**Extracted records:**
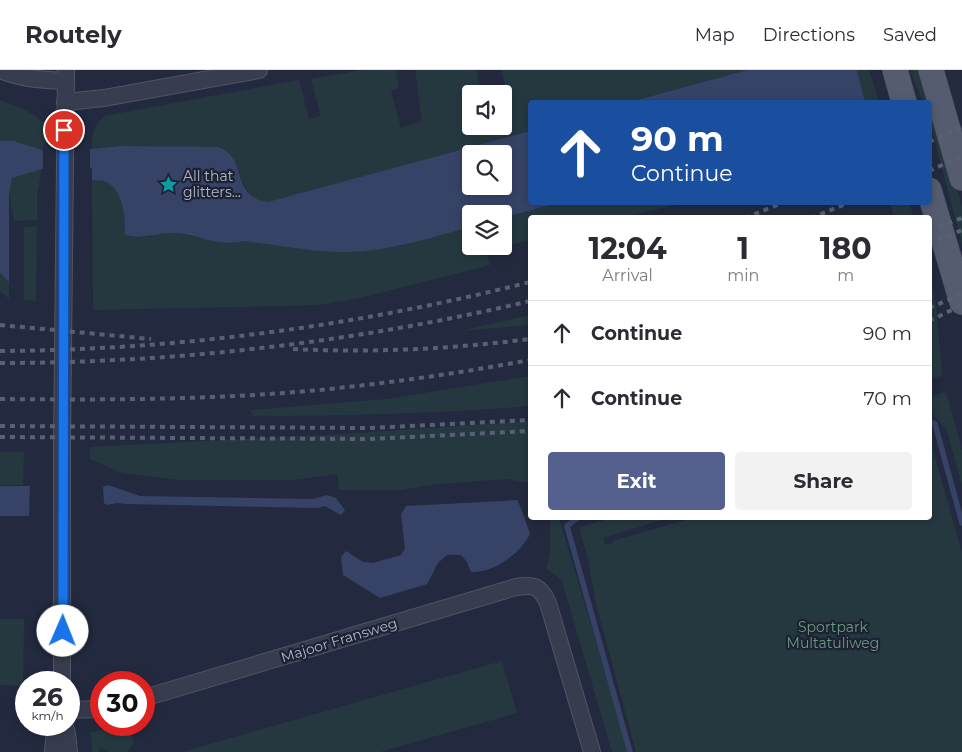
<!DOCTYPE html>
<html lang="en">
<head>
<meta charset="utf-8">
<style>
  :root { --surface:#fff; --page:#f2f2f3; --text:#2b2b33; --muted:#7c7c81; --line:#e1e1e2; --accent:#54608d }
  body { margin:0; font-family:Montserrat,sans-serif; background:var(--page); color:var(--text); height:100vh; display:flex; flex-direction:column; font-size:19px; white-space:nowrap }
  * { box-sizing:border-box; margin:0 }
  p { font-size:16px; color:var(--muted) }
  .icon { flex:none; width:28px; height:28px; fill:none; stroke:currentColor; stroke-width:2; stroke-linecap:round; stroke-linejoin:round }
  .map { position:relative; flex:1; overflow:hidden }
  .drawer { position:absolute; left:528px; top:145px; width:404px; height:305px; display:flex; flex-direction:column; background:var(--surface); border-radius:5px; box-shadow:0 2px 8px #0003 }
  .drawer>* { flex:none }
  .banner { position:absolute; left:528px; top:30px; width:404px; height:105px; border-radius:5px; box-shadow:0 2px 8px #0003; background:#1a4fa0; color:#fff; overflow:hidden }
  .tools { position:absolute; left:462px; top:15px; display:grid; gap:10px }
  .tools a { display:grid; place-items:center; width:50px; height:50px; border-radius:5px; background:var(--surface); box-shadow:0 2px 8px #0003; font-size:25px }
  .speed { position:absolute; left:15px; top:601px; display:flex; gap:10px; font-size:25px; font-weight:700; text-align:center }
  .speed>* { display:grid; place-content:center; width:65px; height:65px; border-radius:50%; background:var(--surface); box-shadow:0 2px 8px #0003; line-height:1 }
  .speed small { font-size:12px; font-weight:400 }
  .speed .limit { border:8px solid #d22; background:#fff; color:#111 }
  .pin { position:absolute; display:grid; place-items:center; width:42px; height:42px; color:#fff; margin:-21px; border:2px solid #fff; border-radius:50%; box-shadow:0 1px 5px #0007 }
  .me { position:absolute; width:55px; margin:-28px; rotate:1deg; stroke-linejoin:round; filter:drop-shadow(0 0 4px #0008) }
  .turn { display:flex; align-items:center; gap:18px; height:105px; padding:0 20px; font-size:22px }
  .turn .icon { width:65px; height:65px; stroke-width:2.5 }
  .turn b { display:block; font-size:35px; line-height:42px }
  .eta { display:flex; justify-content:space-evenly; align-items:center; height:85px; text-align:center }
  .eta b { font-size:30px; font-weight:700; line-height:35px }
  .button { display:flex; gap:10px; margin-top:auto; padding:10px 20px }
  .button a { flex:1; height:58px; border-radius:5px; background:var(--accent); color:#fff; font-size:20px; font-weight:700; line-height:58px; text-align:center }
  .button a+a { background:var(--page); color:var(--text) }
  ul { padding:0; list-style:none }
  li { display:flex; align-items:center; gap:15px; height:65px; padding:0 20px; border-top:1px solid var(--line) }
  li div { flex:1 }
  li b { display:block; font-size:19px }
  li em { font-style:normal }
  header { display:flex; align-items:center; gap:30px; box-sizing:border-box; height:70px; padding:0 25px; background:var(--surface); border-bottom:1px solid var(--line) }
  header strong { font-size:24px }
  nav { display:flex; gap:28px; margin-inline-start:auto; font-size:18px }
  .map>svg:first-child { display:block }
</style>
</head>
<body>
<header>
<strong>Routely</strong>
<nav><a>Map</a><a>Directions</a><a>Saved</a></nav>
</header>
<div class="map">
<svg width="962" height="682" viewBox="0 0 962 682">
  <rect width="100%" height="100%" fill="#232a3f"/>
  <g fill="#253840">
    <path d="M361 0H396L399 18 391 21 401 58 422 51 415 0H476L482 24H471V56H504V29L507 28 502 0H747L630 32H530V61L274 132C235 134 248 96 222 78L120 76 92 79C92 66 93 55 104 46L299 10 309 49 321 46 311 9Z"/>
    <path d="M857 0H869L879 32H865Z"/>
    <path d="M910 0H924L962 137V174L929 49V32H923Z"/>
    <path d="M0 30C13 35 51 47 48 65 47 70 44 75 42 80L14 71H0Z"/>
    <path d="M42 99 37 124V150L14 151 9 124 12 108Z"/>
    <path d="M92 110C96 111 101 110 104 111 124 119 125 147 125 164L144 167 161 163H176L230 174 243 171 273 173 400 176 471 157V176H504V148L557 133H683L624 147 530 148V170L486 181 490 195 360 228 318 235 93 240Z"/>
    <path d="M890 133H909L914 147H894Z"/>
    <path d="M37 156 36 231 24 230V157Z"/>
    <path d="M0 203 9 212V229L0 221Z"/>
    <path d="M929 204 936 233 942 306 929 309Z"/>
    <path d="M530 245V255L460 261Z"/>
    <path d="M530 306V335L518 337C430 344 341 346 253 346L250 340 387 329Z"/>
    <path d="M946 322 962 380V415L947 361 929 339V327Z"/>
    <path d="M530 351V413L507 409 437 414 401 420H339L337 404 292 410H181L122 403 90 389V377L343 364Z"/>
    <path d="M929 366 962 483V682H636L595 530 588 489 579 457 612 448H668L603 468 605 475 613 473V471L692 448H929Z"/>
    <path d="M0 382H24L23 415H0Z"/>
    <path d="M550 448H559L629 682H612L562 511 553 503 546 499 550 484Z"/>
    <path d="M0 549H24L23 616 0 615Z"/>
    <path d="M502 591 517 643 380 682H182Z"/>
    <path d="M124 655H128L134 673 127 682H109L99 677V682H92L91 662Z"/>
  </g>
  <g fill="#364366" fill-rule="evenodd">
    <path d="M747 0H857L865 32H630Z"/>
    <path d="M530 61V132L557 133 504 148V144H471V157C429 168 387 182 343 182 312 182 275 174 243 171 216 178 200 164 175 163 157 162 143 170 125 165 125 147 124 119 104 111 101 110 96 111 92 110V98L42 99 12 108 9 124V212L0 203V71H14L42 80 92 79 120 76 217 77C249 85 229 127 268 132ZM471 84H504V116H471Z"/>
    <path d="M108 415 140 426 313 429 327 425 336 428 345 440 341 445 325 436 318 438 127 434 117 433 107 435 104 433 103 417Z"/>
    <path d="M0 416H30L29 446H0Z"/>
    <path d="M517 430 521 438 530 464C520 484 494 503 471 502L467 492 461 485H447L438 493 427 514 380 528 343 505 341 487 346 481 363 492 373 493 401 485 405 479 401 444 406 436Z"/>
  </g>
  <path fill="#232a3f" d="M43 77H90V109V101H43Z"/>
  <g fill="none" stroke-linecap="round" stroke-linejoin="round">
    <g stroke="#364366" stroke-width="5.5">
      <path d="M929 351 935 354 962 453"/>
      <path d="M577 448 567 456 630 682"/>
    </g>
    <defs>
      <g id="minor">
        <path d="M0 0C22 9 43 10 66 11"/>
        <path d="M65 32 104 28 259 0"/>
        <path d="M62 612V374L66 0"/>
        <path d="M144 628 516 517C534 514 540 516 548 533L592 682"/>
        <path d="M69 640 101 639"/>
        <path d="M64 655 67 663 69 682"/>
        <path d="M53 682 54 670 59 655"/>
      </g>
      <g id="primary">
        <path d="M895 0 904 32"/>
        <path d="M931 0 962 108"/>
        <path d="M929 120 962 232"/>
      </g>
    </defs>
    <use href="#minor" stroke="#4f5566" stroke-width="18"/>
    <use href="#primary" stroke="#404657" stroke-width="26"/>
    <use href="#minor" stroke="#373d4e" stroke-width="16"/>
    <use href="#primary" stroke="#555c6f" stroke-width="25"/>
    <g stroke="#596076" stroke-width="4" stroke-dasharray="5 5" stroke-linecap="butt">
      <path d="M929 72 962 57"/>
      <path d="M929 101 962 86"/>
      <path d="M745 148 785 132"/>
      <path d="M811 148 851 132"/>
      <path d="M929 161 962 148"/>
      <path d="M929 174 962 160"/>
      <path d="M929 238 962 224"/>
      <path d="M929 251 962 235"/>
      <path d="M0 255 151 269"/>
      <path d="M293 279C372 283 451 279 530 269"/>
      <path d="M0 281C178 280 357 256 530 212"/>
      <path d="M0 293C178 293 357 272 530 231"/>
      <path d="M0 329C106 330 213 330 319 320 390 313 460 303 530 290"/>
      <path d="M0 356 371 358 530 350"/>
      <path d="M0 367 371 369 530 361"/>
    </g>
  </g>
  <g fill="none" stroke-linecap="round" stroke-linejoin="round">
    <defs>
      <path id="route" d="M63 561 64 60"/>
    </defs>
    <use href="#route" stroke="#114b97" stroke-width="12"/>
    <use href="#route" stroke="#1a73e8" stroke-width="9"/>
  </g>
  <defs>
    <symbol id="sight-bare" viewBox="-9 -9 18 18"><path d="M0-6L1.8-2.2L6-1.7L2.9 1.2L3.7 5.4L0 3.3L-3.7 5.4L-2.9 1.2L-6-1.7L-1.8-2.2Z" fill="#0f9aa8" stroke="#1c2233" stroke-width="2.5" paint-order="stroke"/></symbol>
  </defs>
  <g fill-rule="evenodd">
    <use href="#sight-bare" x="156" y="102" width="25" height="25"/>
  </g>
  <g text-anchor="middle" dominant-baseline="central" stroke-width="4.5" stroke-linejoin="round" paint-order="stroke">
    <g font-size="14" fill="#b3b8ca" stroke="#1c2233" text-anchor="start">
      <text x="183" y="106">All that<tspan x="183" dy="16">glitters...</tspan></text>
    </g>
    <g font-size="14" fill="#699b7d" stroke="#1c2233">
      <text x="833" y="557">Sportpark<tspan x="833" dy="16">Multatuliweg</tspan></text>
    </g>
    <g font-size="14" fill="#b3b8ca" stroke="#1c2233">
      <text transform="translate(339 570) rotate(-17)">Majoor Fransweg</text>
    </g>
  </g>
</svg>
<div class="tools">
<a><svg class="icon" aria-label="sound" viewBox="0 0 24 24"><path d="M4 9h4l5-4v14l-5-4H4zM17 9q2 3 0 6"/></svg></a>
<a><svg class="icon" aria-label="search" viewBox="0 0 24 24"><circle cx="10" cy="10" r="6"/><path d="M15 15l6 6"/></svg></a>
<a><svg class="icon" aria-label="layers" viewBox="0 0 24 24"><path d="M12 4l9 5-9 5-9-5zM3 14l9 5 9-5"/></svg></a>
</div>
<div class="speed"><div>26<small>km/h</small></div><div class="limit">30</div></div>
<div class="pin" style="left:64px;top:60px;background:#d93025"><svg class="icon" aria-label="arrive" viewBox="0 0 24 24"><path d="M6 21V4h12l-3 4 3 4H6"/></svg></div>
<svg class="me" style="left:63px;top:561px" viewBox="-20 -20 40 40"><circle r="19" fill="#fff"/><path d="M0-13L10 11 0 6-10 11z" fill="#1a73e8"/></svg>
<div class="banner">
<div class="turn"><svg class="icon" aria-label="ahead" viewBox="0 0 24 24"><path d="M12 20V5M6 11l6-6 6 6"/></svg><div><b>90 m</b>Continue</div></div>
</div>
<section class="drawer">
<div class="eta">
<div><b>12:04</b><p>Arrival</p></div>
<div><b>1</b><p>min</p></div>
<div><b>180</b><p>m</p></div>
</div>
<ul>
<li><svg class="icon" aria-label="ahead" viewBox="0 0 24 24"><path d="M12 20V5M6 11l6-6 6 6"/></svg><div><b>Continue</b></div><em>90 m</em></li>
<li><svg class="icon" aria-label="ahead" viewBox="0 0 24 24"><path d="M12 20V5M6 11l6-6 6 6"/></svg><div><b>Continue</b></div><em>70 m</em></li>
</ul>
<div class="button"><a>Exit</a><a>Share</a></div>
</section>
</div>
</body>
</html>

**Required work:** Show all of the lines above in which "column" is present.

**Reply:**
  body { margin:0; font-family:Montserrat,sans-serif; background:var(--page); color:var(--text); height:100vh; display:flex; flex-direction:column; font-size:19px; white-space:nowrap }
  .drawer { position:absolute; left:528px; top:145px; width:404px; height:305px; display:flex; flex-direction:column; background:var(--surface); border-radius:5px; box-shadow:0 2px 8px #0003 }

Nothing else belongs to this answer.